> **Work required**:
Check each line of the material that follows, and copy those holding the string "above".

> **Data to use**:
------------------------------------------------------------

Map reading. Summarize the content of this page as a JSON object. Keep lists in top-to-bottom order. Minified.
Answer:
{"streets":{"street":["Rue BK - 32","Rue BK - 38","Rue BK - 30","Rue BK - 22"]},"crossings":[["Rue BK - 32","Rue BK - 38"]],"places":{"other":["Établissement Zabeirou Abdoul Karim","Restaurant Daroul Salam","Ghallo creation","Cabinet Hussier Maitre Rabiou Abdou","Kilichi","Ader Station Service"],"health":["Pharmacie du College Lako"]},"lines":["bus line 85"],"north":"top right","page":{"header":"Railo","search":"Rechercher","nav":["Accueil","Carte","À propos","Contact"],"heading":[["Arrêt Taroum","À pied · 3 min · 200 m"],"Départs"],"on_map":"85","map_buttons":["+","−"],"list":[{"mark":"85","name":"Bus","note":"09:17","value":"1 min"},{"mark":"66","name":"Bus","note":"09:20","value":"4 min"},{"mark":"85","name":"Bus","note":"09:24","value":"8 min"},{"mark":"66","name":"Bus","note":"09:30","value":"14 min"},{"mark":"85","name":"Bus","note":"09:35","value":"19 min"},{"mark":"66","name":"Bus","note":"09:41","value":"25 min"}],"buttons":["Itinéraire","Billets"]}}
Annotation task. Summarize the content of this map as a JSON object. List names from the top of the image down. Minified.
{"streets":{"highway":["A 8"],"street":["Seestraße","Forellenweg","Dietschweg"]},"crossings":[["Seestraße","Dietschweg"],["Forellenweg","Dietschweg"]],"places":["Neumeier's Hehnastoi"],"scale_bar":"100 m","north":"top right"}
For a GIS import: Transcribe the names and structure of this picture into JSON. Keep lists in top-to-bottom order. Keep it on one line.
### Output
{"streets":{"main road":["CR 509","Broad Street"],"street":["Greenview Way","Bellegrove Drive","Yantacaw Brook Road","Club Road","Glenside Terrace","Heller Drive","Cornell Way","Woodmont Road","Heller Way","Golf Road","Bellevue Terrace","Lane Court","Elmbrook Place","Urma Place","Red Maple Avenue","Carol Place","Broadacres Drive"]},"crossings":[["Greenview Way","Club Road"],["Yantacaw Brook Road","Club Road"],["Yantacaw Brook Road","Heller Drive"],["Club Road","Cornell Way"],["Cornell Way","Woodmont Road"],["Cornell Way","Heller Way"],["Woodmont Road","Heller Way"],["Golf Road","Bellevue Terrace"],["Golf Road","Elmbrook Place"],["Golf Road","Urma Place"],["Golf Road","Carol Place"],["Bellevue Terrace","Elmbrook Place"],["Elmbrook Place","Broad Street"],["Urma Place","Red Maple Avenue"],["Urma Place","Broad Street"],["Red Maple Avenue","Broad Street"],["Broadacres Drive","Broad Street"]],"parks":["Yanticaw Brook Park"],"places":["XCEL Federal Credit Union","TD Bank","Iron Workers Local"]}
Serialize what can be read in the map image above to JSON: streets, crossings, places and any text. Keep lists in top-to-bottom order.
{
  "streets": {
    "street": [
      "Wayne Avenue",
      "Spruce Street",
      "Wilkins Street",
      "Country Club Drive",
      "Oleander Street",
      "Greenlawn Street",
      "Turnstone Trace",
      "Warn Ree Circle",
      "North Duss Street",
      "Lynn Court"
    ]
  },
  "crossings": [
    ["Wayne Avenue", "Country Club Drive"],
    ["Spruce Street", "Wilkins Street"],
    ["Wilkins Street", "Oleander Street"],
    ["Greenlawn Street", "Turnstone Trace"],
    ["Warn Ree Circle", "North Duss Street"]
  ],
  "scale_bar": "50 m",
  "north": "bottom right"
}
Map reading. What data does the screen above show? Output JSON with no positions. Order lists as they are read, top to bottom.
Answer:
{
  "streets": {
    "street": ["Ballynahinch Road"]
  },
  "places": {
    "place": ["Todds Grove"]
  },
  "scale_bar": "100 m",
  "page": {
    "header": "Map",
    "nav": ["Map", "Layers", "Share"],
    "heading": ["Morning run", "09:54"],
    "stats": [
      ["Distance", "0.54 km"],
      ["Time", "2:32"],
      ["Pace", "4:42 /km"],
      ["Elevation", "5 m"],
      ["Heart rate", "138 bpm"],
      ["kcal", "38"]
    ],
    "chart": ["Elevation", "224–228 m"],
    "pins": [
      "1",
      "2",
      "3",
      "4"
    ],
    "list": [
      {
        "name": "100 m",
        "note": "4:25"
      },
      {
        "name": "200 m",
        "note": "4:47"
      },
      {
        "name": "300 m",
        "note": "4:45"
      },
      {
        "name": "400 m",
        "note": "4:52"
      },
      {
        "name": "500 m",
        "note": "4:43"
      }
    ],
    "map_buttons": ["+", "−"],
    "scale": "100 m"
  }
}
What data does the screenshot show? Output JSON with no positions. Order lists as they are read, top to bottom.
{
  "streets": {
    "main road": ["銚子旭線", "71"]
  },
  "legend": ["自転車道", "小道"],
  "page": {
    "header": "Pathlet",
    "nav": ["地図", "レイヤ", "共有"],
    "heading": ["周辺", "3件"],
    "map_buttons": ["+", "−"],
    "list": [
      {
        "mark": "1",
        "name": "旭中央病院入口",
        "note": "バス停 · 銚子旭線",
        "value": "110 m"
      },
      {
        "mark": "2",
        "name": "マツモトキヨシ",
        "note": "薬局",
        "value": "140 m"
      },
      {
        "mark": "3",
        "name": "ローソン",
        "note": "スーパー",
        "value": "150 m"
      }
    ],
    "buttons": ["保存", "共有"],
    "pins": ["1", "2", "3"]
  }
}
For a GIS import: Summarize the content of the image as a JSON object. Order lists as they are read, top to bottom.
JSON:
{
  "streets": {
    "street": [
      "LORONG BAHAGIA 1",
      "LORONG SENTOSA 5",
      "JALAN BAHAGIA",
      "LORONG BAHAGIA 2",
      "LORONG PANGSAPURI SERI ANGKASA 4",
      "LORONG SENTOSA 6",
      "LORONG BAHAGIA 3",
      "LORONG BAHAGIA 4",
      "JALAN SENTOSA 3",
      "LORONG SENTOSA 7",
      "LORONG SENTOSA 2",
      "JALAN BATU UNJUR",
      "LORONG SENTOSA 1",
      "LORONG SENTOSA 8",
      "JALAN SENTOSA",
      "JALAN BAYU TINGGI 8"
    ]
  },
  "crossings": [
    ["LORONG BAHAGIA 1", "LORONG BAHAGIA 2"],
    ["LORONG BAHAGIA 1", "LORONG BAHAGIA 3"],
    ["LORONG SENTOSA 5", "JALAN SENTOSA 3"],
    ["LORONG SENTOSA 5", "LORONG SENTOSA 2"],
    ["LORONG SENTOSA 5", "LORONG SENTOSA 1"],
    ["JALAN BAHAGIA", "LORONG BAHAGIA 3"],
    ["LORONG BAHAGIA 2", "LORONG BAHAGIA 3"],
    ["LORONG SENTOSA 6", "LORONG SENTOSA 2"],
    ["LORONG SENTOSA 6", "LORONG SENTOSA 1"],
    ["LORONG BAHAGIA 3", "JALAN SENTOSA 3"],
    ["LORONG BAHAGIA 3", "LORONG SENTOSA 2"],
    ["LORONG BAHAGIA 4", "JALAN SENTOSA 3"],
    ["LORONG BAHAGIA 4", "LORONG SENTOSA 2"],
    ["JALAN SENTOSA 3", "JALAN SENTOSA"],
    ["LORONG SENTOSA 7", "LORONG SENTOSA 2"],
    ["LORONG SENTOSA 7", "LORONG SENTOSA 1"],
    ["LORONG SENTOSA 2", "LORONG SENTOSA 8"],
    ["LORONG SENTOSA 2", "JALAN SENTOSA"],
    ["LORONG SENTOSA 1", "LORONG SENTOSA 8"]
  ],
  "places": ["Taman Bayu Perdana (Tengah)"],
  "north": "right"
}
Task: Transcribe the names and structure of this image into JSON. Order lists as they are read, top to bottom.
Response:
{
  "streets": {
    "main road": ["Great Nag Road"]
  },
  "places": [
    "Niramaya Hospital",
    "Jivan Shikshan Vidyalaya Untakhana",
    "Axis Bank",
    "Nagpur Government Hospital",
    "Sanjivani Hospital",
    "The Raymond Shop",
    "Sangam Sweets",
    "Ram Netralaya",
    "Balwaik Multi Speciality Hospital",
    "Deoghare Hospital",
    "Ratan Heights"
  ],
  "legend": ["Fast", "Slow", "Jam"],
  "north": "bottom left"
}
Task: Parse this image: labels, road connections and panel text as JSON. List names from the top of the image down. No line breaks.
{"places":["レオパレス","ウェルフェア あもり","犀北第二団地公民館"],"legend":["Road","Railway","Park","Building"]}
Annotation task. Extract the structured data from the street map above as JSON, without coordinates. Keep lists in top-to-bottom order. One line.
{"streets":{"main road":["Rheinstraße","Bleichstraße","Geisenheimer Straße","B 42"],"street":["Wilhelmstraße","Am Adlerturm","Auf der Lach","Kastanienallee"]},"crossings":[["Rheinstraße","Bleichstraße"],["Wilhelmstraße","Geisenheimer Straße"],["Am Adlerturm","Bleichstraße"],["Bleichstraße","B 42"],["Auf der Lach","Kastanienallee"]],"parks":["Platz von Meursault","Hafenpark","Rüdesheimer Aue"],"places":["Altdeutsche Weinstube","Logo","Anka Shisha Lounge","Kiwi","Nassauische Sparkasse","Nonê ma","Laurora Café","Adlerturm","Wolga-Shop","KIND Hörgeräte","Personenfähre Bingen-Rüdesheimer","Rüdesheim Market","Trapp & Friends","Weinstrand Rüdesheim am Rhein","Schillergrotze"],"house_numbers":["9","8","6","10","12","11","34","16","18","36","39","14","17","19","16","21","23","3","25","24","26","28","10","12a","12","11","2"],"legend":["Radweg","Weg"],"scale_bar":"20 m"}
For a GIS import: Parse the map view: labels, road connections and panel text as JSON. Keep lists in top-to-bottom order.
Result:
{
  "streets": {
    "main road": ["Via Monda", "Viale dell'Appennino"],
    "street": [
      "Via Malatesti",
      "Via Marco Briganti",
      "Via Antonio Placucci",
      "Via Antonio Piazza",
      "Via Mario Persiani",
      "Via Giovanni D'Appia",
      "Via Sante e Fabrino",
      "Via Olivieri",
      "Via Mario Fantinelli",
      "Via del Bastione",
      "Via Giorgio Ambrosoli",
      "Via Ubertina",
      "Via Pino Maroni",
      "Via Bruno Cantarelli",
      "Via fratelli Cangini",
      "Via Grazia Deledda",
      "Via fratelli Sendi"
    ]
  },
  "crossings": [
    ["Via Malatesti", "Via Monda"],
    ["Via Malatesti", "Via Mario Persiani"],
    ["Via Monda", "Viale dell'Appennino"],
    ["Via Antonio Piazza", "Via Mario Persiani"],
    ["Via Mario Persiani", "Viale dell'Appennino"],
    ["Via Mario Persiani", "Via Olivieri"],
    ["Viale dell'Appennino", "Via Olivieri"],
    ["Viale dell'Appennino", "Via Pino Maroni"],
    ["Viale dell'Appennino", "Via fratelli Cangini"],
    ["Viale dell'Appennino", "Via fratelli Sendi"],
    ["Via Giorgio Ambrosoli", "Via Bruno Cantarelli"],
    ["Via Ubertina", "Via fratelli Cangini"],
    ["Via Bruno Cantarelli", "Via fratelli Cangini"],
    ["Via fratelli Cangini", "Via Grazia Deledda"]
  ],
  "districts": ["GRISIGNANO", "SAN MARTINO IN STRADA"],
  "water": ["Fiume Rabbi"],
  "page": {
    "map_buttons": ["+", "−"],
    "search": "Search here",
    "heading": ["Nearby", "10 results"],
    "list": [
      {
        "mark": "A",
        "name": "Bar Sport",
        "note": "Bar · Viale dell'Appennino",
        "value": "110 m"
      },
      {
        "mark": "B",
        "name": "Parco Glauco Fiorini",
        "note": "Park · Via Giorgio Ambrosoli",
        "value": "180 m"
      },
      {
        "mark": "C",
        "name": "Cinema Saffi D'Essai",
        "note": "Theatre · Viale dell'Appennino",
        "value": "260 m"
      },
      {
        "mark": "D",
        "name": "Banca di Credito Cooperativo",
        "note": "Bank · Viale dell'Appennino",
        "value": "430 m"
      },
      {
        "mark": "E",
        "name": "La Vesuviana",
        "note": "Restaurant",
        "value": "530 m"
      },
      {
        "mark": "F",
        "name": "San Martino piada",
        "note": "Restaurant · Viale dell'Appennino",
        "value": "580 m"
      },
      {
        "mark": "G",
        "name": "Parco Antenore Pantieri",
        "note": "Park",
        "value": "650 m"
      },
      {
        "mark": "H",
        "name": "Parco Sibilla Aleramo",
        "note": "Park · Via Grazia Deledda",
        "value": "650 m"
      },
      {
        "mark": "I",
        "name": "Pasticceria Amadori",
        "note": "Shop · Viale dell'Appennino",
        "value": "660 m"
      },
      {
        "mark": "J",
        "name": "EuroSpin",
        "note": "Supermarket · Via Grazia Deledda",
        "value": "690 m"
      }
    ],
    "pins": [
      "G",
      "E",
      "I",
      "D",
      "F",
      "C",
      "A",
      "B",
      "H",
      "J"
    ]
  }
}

------------------------------------------------------------

> **Written solution**:
Serialize what can be read in the map image above to JSON: streets, crossings, places and any text. Keep lists in top-to-bottom order.
Map reading. What data does the screen above show? Output JSON with no positions. Order lists as they are read, top to bottom.
Annotation task. Extract the structured data from the street map above as JSON, without coordinates. Keep lists in top-to-bottom order. One line.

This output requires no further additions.